====== Records shown
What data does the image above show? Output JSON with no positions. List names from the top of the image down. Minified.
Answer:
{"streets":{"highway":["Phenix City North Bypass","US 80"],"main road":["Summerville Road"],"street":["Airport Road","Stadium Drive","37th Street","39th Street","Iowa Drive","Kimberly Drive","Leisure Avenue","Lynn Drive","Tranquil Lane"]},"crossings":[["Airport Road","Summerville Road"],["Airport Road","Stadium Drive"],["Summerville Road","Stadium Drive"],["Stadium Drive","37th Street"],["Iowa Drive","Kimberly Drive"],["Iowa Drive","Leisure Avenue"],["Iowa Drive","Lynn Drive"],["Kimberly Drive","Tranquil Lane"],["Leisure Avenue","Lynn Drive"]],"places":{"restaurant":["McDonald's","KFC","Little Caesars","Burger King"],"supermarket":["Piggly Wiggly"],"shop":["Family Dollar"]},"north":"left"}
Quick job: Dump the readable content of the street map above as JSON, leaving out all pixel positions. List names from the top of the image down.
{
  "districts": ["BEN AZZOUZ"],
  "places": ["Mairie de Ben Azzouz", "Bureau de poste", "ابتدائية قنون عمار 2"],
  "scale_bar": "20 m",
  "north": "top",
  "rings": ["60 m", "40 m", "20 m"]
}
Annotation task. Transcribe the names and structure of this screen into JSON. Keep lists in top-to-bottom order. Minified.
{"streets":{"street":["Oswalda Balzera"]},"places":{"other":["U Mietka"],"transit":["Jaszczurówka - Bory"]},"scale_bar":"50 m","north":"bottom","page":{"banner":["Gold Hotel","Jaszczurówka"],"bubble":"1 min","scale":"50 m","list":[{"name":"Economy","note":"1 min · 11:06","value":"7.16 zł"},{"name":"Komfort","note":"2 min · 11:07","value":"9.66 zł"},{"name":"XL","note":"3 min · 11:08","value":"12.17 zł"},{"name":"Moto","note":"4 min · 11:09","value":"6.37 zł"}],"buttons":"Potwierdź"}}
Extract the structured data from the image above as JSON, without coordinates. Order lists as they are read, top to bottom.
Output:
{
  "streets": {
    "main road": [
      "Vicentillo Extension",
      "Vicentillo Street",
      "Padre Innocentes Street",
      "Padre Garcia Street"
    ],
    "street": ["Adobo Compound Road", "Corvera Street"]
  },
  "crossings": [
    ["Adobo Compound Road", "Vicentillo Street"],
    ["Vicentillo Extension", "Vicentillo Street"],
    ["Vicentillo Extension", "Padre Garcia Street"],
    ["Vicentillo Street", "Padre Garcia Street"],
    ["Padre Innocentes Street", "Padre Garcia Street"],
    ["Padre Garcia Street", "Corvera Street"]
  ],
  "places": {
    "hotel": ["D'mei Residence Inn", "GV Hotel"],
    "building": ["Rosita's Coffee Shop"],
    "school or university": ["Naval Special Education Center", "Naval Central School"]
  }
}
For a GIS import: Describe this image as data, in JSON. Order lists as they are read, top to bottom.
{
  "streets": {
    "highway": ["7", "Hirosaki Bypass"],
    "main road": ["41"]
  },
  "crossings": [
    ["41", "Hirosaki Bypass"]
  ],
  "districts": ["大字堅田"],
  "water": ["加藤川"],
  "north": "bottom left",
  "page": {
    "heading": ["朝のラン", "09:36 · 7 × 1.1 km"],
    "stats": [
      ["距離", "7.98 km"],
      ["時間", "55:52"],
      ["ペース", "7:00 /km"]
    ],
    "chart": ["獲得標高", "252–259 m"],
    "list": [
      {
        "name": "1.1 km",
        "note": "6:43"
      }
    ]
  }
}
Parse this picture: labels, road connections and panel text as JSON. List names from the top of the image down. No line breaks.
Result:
============
▶ **Task description**
Print the records again in full, exactly as they appear above.

▶ **Output for this task**
What data does the image above show? Output JSON with no positions. List names from the top of the image down. Minified.
Answer:
{"streets":{"highway":["Phenix City North Bypass","US 80"],"main road":["Summerville Road"],"street":["Airport Road","Stadium Drive","37th Street","39th Street","Iowa Drive","Kimberly Drive","Leisure Avenue","Lynn Drive","Tranquil Lane"]},"crossings":[["Airport Road","Summerville Road"],["Airport Road","Stadium Drive"],["Summerville Road","Stadium Drive"],["Stadium Drive","37th Street"],["Iowa Drive","Kimberly Drive"],["Iowa Drive","Leisure Avenue"],["Iowa Drive","Lynn Drive"],["Kimberly Drive","Tranquil Lane"],["Leisure Avenue","Lynn Drive"]],"places":{"restaurant":["McDonald's","KFC","Little Caesars","Burger King"],"supermarket":["Piggly Wiggly"],"shop":["Family Dollar"]},"north":"left"}
Quick job: Dump the readable content of the street map above as JSON, leaving out all pixel positions. List names from the top of the image down.
{
  "districts": ["BEN AZZOUZ"],
  "places": ["Mairie de Ben Azzouz", "Bureau de poste", "ابتدائية قنون عمار 2"],
  "scale_bar": "20 m",
  "north": "top",
  "rings": ["60 m", "40 m", "20 m"]
}
Annotation task. Transcribe the names and structure of this screen into JSON. Keep lists in top-to-bottom order. Minified.
{"streets":{"street":["Oswalda Balzera"]},"places":{"other":["U Mietka"],"transit":["Jaszczurówka - Bory"]},"scale_bar":"50 m","north":"bottom","page":{"banner":["Gold Hotel","Jaszczurówka"],"bubble":"1 min","scale":"50 m","list":[{"name":"Economy","note":"1 min · 11:06","value":"7.16 zł"},{"name":"Komfort","note":"2 min · 11:07","value":"9.66 zł"},{"name":"XL","note":"3 min · 11:08","value":"12.17 zł"},{"name":"Moto","note":"4 min · 11:09","value":"6.37 zł"}],"buttons":"Potwierdź"}}
Extract the structured data from the image above as JSON, without coordinates. Order lists as they are read, top to bottom.
Output:
{
  "streets": {
    "main road": [
      "Vicentillo Extension",
      "Vicentillo Street",
      "Padre Innocentes Street",
      "Padre Garcia Street"
    ],
    "street": ["Adobo Compound Road", "Corvera Street"]
  },
  "crossings": [
    ["Adobo Compound Road", "Vicentillo Street"],
    ["Vicentillo Extension", "Vicentillo Street"],
    ["Vicentillo Extension", "Padre Garcia Street"],
    ["Vicentillo Street", "Padre Garcia Street"],
    ["Padre Innocentes Street", "Padre Garcia Street"],
    ["Padre Garcia Street", "Corvera Street"]
  ],
  "places": {
    "hotel": ["D'mei Residence Inn", "GV Hotel"],
    "building": ["Rosita's Coffee Shop"],
    "school or university": ["Naval Special Education Center", "Naval Central School"]
  }
}
For a GIS import: Describe this image as data, in JSON. Order lists as they are read, top to bottom.
{
  "streets": {
    "highway": ["7", "Hirosaki Bypass"],
    "main road": ["41"]
  },
  "crossings": [
    ["41", "Hirosaki Bypass"]
  ],
  "districts": ["大字堅田"],
  "water": ["加藤川"],
  "north": "bottom left",
  "page": {
    "heading": ["朝のラン", "09:36 · 7 × 1.1 km"],
    "stats": [
      ["距離", "7.98 km"],
      ["時間", "55:52"],
      ["ペース", "7:00 /km"]
    ],
    "chart": ["獲得標高", "252–259 m"],
    "list": [
      {
        "name": "1.1 km",
        "note": "6:43"
      }
    ]
  }
}
Parse this picture: labels, road connections and panel text as JSON. List names from the top of the image down. No line breaks.
Result:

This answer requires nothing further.